Connecticut House Bill 6921


Summary

Connecticut House Bill 6921 would make it a crime to disseminate, advertise or offer an image that contains nudity or sexual activity if:

  • done without the consent of the person depicted in the image; and
  • knowing that the person understood that the picture would remain private.

There is an exception to the legislation if the dissemination serves a public interest. A violation of the legislation would subject to a year in prison, a $2,000 fine, or both.

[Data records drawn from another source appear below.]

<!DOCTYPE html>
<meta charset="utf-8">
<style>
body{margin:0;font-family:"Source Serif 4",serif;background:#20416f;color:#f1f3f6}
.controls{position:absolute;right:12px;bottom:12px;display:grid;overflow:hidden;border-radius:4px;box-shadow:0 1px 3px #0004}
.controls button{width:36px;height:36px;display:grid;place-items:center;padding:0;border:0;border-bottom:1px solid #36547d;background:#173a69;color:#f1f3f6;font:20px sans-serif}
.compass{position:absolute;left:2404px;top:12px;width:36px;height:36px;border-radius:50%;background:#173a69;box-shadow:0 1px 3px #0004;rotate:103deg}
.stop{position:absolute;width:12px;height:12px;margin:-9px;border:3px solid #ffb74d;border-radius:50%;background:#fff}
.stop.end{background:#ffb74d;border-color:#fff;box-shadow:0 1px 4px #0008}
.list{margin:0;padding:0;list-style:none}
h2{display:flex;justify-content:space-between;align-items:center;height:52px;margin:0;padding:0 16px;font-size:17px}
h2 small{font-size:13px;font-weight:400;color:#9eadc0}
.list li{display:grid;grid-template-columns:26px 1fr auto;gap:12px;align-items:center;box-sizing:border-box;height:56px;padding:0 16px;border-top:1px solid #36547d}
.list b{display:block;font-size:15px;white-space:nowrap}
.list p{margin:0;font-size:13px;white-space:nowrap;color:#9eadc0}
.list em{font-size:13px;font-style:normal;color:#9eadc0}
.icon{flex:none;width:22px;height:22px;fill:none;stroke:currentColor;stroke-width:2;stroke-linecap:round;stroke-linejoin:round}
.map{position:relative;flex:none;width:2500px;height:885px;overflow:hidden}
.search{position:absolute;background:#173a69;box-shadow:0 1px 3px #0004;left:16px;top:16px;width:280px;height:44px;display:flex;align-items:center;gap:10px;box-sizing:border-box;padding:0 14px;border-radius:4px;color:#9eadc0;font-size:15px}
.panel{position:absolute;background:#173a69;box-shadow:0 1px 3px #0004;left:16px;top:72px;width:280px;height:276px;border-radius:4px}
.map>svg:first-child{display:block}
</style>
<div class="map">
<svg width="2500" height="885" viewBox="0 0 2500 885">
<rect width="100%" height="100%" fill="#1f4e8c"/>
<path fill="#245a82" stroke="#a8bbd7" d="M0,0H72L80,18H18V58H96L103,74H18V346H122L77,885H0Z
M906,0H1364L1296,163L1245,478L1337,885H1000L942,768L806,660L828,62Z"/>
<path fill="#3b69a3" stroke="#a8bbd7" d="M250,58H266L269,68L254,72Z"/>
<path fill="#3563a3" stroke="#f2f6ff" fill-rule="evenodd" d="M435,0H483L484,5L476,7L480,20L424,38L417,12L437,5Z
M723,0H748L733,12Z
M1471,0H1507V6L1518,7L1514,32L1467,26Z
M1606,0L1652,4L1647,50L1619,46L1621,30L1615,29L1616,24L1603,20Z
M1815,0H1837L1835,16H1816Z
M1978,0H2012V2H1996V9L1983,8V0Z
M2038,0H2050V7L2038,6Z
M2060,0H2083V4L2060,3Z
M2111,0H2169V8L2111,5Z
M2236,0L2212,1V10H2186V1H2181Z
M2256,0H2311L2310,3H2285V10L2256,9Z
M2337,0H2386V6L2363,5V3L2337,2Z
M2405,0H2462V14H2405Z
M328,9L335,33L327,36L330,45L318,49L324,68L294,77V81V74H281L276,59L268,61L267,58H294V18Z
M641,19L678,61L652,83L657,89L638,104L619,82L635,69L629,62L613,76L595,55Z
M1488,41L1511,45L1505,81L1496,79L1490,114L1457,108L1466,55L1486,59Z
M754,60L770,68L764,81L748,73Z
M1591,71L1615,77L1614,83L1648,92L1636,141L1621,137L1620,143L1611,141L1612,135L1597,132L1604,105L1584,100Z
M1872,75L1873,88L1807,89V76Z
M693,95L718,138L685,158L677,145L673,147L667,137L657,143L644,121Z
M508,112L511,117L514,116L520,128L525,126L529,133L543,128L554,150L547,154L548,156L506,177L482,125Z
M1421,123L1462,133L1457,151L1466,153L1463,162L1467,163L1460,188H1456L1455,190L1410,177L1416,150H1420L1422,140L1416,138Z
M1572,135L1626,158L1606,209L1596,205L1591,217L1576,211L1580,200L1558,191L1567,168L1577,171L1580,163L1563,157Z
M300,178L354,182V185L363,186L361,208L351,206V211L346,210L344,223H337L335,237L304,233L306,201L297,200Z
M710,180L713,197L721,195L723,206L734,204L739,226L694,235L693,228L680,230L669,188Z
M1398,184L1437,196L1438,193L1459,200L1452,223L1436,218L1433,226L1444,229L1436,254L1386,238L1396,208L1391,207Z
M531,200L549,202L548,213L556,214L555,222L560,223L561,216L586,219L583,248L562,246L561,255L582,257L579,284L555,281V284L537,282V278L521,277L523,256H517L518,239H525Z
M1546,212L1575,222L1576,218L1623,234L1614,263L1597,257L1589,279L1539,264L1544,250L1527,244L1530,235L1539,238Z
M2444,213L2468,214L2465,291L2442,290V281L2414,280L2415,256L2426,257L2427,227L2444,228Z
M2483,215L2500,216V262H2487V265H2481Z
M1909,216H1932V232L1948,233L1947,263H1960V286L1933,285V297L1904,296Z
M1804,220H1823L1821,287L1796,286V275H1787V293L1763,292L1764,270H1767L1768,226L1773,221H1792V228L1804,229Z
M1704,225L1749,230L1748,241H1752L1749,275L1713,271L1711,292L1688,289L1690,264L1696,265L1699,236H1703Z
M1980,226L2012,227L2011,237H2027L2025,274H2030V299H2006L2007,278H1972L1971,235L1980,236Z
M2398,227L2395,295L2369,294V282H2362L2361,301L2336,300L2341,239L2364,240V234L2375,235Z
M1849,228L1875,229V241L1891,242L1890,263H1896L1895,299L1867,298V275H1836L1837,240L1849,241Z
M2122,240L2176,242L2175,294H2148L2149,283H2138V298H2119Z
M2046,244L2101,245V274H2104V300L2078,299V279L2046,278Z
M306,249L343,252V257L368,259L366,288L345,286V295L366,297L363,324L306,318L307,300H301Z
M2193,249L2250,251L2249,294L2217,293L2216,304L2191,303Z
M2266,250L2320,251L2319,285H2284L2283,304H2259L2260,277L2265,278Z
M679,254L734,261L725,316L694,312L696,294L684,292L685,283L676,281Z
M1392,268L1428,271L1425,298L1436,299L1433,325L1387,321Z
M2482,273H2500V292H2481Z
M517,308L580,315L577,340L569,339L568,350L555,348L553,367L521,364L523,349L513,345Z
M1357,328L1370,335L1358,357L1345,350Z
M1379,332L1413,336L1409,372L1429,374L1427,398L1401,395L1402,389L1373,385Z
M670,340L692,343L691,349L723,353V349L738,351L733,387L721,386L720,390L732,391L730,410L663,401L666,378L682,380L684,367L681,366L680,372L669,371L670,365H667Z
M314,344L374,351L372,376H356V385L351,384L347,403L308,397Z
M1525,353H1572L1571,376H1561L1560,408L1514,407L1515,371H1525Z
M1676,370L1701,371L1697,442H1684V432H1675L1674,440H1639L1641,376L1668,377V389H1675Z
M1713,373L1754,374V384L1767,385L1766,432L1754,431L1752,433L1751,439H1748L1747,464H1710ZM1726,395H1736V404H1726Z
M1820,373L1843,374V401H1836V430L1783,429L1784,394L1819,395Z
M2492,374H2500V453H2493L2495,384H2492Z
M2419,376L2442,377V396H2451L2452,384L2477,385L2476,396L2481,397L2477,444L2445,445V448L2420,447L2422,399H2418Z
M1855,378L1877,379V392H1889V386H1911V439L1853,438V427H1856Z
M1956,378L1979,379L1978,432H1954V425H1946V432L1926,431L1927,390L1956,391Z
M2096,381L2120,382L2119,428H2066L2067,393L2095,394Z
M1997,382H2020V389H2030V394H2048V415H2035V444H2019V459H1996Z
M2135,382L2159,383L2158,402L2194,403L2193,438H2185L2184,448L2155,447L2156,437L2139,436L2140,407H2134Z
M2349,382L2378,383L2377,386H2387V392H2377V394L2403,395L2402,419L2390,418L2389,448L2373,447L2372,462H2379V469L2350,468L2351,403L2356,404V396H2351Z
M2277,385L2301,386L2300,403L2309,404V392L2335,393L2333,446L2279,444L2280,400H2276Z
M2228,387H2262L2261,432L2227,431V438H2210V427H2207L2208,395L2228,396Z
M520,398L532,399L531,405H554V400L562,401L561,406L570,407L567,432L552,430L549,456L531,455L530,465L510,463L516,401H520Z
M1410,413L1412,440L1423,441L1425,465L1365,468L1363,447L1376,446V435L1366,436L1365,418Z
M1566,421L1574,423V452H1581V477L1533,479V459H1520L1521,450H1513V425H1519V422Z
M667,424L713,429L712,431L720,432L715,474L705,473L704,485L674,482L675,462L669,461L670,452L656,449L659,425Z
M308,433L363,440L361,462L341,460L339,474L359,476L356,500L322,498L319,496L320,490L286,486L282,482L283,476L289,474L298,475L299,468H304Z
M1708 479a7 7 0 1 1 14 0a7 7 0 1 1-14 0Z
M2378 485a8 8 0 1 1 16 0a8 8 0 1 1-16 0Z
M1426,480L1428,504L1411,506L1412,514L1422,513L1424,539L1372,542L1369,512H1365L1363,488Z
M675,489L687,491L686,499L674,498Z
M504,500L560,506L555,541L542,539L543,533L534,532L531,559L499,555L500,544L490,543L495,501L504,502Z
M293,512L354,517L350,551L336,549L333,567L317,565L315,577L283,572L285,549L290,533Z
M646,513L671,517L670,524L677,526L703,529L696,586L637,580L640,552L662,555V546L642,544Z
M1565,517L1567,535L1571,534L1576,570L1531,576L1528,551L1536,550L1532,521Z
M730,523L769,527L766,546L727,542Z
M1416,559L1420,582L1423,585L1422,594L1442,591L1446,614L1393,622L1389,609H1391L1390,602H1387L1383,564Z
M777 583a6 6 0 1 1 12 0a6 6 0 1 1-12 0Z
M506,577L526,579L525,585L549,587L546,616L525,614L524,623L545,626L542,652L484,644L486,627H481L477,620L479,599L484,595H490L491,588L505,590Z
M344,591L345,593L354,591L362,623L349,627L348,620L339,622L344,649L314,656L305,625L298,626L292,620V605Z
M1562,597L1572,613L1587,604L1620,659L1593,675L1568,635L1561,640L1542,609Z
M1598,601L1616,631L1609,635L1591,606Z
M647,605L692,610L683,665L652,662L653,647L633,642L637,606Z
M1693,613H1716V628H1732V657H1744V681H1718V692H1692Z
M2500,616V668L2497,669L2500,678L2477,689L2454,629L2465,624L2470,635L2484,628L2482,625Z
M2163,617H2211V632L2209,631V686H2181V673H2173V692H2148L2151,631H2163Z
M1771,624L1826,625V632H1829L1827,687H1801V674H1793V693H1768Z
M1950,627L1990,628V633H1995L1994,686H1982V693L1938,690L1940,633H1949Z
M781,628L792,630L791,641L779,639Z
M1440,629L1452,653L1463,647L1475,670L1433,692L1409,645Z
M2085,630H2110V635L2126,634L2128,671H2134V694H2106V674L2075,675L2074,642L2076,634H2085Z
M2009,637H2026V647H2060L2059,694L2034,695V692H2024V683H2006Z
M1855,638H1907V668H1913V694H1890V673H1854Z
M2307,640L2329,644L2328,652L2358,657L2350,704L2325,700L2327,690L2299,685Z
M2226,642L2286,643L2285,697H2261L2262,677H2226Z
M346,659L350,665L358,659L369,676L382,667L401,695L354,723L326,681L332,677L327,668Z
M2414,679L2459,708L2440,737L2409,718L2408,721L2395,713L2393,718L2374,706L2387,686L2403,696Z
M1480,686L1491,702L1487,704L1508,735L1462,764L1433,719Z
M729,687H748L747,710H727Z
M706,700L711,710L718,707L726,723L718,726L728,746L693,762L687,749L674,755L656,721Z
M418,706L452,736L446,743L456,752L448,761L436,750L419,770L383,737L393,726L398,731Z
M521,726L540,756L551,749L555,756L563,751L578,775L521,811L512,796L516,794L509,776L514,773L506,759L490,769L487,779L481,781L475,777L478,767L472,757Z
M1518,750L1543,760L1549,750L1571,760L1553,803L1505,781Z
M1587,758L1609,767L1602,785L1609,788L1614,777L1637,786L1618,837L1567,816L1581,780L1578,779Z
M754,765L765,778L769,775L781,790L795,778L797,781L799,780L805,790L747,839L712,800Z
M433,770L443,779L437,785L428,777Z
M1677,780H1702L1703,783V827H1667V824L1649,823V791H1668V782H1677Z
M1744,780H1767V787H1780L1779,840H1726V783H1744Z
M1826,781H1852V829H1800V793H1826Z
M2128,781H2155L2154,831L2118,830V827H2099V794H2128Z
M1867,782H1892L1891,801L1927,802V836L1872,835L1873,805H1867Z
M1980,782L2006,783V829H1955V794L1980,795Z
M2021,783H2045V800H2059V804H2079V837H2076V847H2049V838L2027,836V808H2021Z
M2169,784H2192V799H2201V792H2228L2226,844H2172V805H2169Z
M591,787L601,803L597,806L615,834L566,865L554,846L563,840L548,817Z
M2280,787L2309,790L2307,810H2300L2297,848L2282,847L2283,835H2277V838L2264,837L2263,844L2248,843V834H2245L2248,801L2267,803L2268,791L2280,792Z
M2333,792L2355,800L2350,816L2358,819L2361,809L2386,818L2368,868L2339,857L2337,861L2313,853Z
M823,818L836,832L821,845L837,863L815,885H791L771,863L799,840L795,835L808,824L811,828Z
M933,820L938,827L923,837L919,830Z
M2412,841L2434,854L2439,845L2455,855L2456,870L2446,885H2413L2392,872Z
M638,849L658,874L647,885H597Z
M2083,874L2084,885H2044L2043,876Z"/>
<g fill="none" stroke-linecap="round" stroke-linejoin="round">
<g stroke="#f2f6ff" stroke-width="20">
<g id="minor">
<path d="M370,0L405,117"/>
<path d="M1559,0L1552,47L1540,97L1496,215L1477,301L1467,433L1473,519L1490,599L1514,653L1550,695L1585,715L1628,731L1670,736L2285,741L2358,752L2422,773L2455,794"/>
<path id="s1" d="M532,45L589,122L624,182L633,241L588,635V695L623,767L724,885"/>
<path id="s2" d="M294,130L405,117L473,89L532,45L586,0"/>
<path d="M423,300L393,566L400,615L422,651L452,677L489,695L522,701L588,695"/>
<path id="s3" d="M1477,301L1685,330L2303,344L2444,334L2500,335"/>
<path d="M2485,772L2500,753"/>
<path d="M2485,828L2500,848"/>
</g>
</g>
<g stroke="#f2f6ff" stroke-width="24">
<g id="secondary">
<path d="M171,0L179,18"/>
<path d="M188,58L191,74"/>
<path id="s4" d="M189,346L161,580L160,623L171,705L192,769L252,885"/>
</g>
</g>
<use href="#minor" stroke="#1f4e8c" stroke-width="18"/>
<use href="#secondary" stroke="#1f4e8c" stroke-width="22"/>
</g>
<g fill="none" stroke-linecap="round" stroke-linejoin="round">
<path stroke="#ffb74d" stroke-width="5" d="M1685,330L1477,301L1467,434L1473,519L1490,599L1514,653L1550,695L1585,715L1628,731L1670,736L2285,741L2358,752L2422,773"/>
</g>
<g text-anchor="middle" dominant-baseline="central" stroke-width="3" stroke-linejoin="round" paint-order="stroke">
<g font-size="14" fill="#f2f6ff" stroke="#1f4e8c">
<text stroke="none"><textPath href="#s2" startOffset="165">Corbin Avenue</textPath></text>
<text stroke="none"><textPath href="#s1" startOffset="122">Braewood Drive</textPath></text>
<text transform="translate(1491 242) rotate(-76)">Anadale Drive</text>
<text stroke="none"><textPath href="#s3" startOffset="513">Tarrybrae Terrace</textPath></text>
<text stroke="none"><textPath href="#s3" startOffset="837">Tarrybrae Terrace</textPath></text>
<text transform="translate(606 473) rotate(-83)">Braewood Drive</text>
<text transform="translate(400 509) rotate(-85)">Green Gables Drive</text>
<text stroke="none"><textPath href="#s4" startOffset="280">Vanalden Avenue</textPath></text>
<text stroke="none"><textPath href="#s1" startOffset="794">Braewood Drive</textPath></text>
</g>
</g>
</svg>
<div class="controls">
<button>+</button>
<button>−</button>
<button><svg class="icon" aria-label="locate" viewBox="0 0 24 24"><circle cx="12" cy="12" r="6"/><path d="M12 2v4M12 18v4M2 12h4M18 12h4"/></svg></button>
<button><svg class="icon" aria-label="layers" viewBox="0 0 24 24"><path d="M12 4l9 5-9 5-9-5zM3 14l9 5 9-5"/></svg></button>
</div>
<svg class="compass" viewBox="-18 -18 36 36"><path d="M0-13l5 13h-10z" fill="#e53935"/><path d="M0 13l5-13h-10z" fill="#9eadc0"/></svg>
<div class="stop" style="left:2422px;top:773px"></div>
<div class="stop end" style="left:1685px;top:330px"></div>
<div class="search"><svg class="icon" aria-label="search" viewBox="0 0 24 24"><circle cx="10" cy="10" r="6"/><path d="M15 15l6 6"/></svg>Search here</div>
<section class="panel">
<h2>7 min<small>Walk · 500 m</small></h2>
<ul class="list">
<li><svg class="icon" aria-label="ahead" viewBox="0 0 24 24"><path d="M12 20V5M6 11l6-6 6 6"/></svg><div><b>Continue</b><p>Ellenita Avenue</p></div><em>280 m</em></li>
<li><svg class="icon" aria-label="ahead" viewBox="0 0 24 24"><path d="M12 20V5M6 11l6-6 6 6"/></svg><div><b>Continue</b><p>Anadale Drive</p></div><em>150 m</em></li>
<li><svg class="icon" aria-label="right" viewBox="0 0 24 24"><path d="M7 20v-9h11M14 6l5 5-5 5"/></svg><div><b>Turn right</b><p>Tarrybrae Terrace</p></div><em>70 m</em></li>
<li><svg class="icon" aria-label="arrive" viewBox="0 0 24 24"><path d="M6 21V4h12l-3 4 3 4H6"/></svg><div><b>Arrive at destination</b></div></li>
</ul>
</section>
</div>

As introduced, the bill initially required that the dissemination was done with the intent to harass, annoy, alarm or terrorize another person, but this provision was subsequently taken out of the bill.

Status

Gov. Dan Malloy signed the bill into law. The bill goes into effect October 1, 2015.

Analysis

The bill is not narrowly tailored to protecting individuals from being harassed or tormented. It is not limited to criminalizing malicious invasion of privacy. There is no requirement that the person who distributes the image do so with an intent to harass, threaten or torment the person depicted. Nor is there any requirement that the person depicted suffer serious harm. Without these elements, the legislation criminalizes a substantial amount of First Amendment protected speech.

It applies to artistic, historical and newsworthy images, both in print and online. The bill makes no distinction between a hacker who releases private photos and a publisher who prints images of a politician or public figure engaged in unseemly behavior. It sweeps in not just malicious invaders of privacy, but also publishers who print notable images the person depicted wants to remain private.

The insertion of a vague exception for dissemination of images in the “public interest” does not cure the constitutional defects; rather it makes it more likely that H.B. 6921 is unconstitutional. This is a content-based restriction on speech. An exception for “public interest” material is creating a content-based exception to a content-based law. It compounds the constitutional flaw of the underlying bill. Also, allowing prosecutors and grand juries to decide if an image in the public interest is predicated on some images having greater value than others. The Supreme Court has rejected such balancing test based on the value of the speech.

History

  • The bill was introduced [3] on February 26, 2015, and referred to the Joint Committee on Judiciary. The committee recommended the bill be passed. It was sent to the House for a vote.
  • On May 19, 2015, the House amended [4] the bill to remove the requirement that the dissemination was done with the intent to harm the person depicted. The House passed the bill as amended.
  • On May 27, 2015, Media Coalition sent a memo in opposition [2] to the members of Senate, explaining the constitutional issues with the bill as passed by the House.
  • The Senate passed the bill as amended by the House on June 3, 2015. The bill was sent to Gov. Dan Malloy for his signature.
  • On June 29, 2015, Media Coalition sent a letter to Gov. Malloy [1], asking him to veto the bill.
  • On July 7, 2015, Gov. Malloy signed the bill into law. The bill goes into effect October 1, 2015.